Howard estimates that Apple could pay $57 more for the two types of memory that go into the base-model iPhone 18 due this fall compared with the base model iPhone 17 currently on sale. For a device that retails for $799, that would be a big hit to profit margins.
Apple’s purchasing power and expertise in designing advanced electronics long made it an unrivaled Goliath among the Asian companies that make most of the iPhone’s parts and assemble the device.
Apple spends billions of dollars a year on NAND, for instance, according to people familiar with the figures, likely making it the single biggest buyer globally. Suppliers flocked to win Apple’s business, hoping to leverage its know-how and prestige to attract other customers.

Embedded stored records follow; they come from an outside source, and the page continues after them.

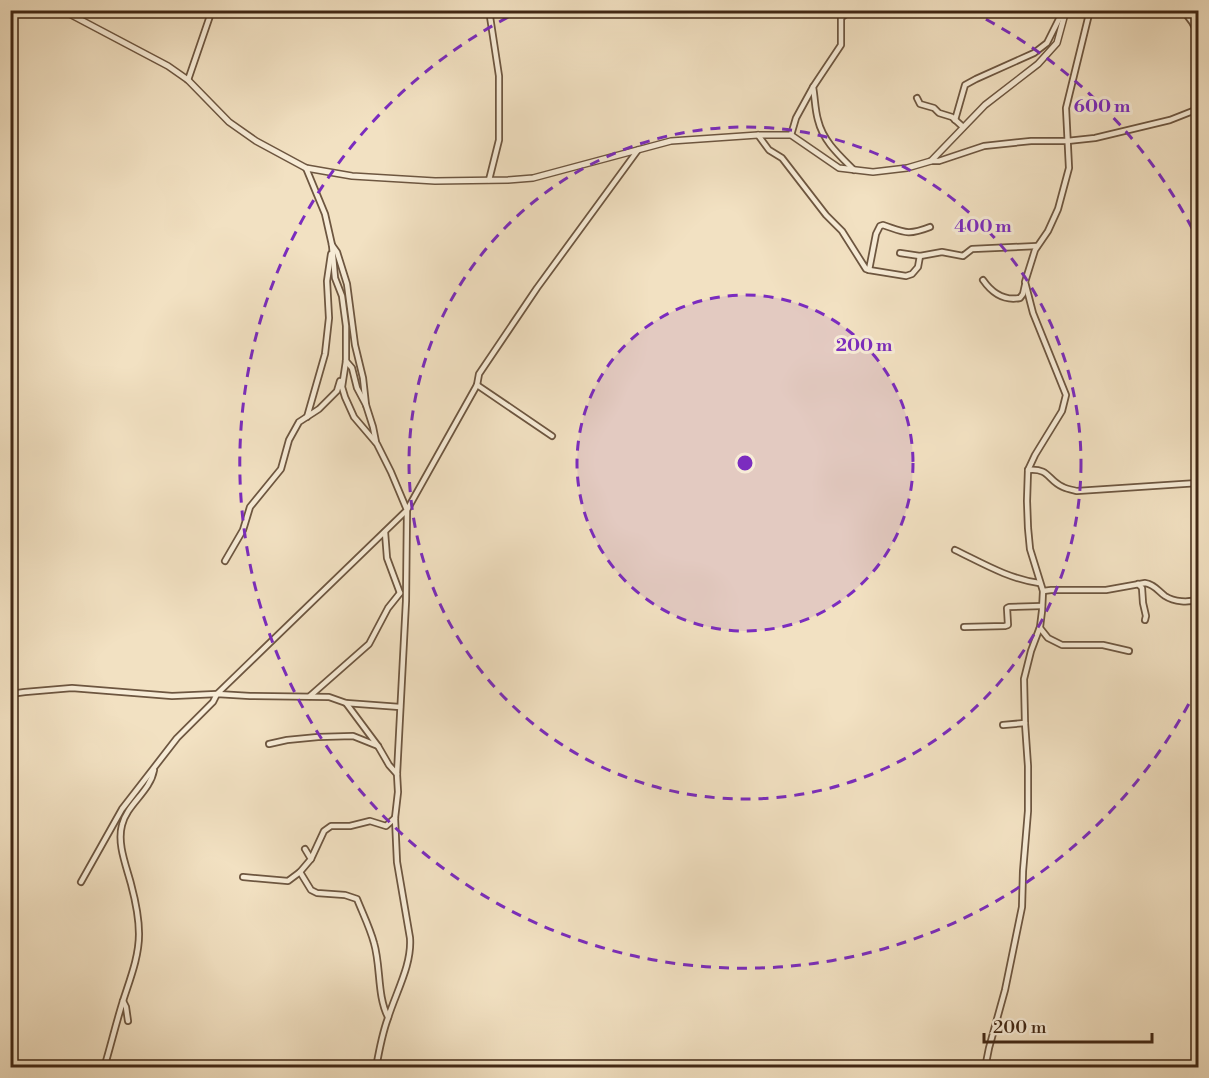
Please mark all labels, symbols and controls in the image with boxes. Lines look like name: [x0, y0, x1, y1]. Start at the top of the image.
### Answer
text: 600 m: [1074, 95, 1131, 118]
text: 400 m: [954, 215, 1012, 238]
text: 200 m: [836, 334, 893, 357]
centre of rings: [735, 453, 755, 473]
scale bar: [984, 1006, 1152, 1044]
text: 200 m: [993, 1016, 1047, 1039]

These days, however, “the companies now pushing the boundaries of human‑scale engineering are the ones like Nvidia,” said Ming-chi Kuo, an analyst with TF International Securities.
Demand for AI hardware is poised to keep growing rapidly. Apple’s spending growth is modest in comparison with what is being spent to fill up AI data centers, even though it is breaking records with huge sales of the iPhone 17.
Samsung Electronics and SK Hynix are raising the price of a type of DRAM chip for Apple, according to people familiar with Apple’s supply chain.
Big AI companies pay generously and are willing to lock in supply and make upfront payments, giving the South Korean chip makers leverage against the iPhone maker.
Apple signs long-term contracts for memory, but it has used its heft to squeeze suppliers.
Its contracts have empowered it to negotiate prices as often as weekly, and to even refuse to buy any memory from a supplier if Apple didn’t view the price as favorable, according to people familiar with its memory purchases.
To boost leverage with suppliers, Apple even began stocking more inventory of memory. That was atypical for Cook, who normally cuts inventory to the bone to maximize Apple’s cash flow.
Apple is fighting not only for current deliveries but also for the attention of engineers at suppliers.
Glass scientists who worked on developing the smoothest and lightest smartphone displays are now also spending time on specialised glass for packaging advanced AI processing chips, according to industry executives.
Makers of sensors and other gizmos inside the iPhone are winning new business from AI companies such as OpenAI that are developing their own hardware.
Still, suppliers said they were far from giving up on business with Apple. Working with Apple is a form of education, they said, because it remains one of the most demanding and disciplined customers in the industry.
TSMC, the Taiwanese chip manufacturer, has built successive generations of its most advanced chips with Apple as its lead customer, relying on the big predictable demand for iPhones.
Now that TSMC is doing more business with Nvidia and other AI companies, people with knowledge of the chip supply chain said Apple was exploring whether some lower-end processors could be made by someone other than TSMC.
One of Apple’s biggest profit-spinners is selling extra memory for far more than the memory chips cost the company.
Last fall Apple discontinued the iPhone Pro model with 128 gigabytes of storage.
Customers who want that model must now start at 256 gigabytes and pay $100 more—the type of move that could be repeated this year to help Apple offset higher costs, wrote Craig Moffett, an analyst at Moffett Nathanson, in an investor note.
However, Apple isn’t expected to raise the price of its next iPhone models over similarly equipped iPhone 17s, said Kuo, the analyst.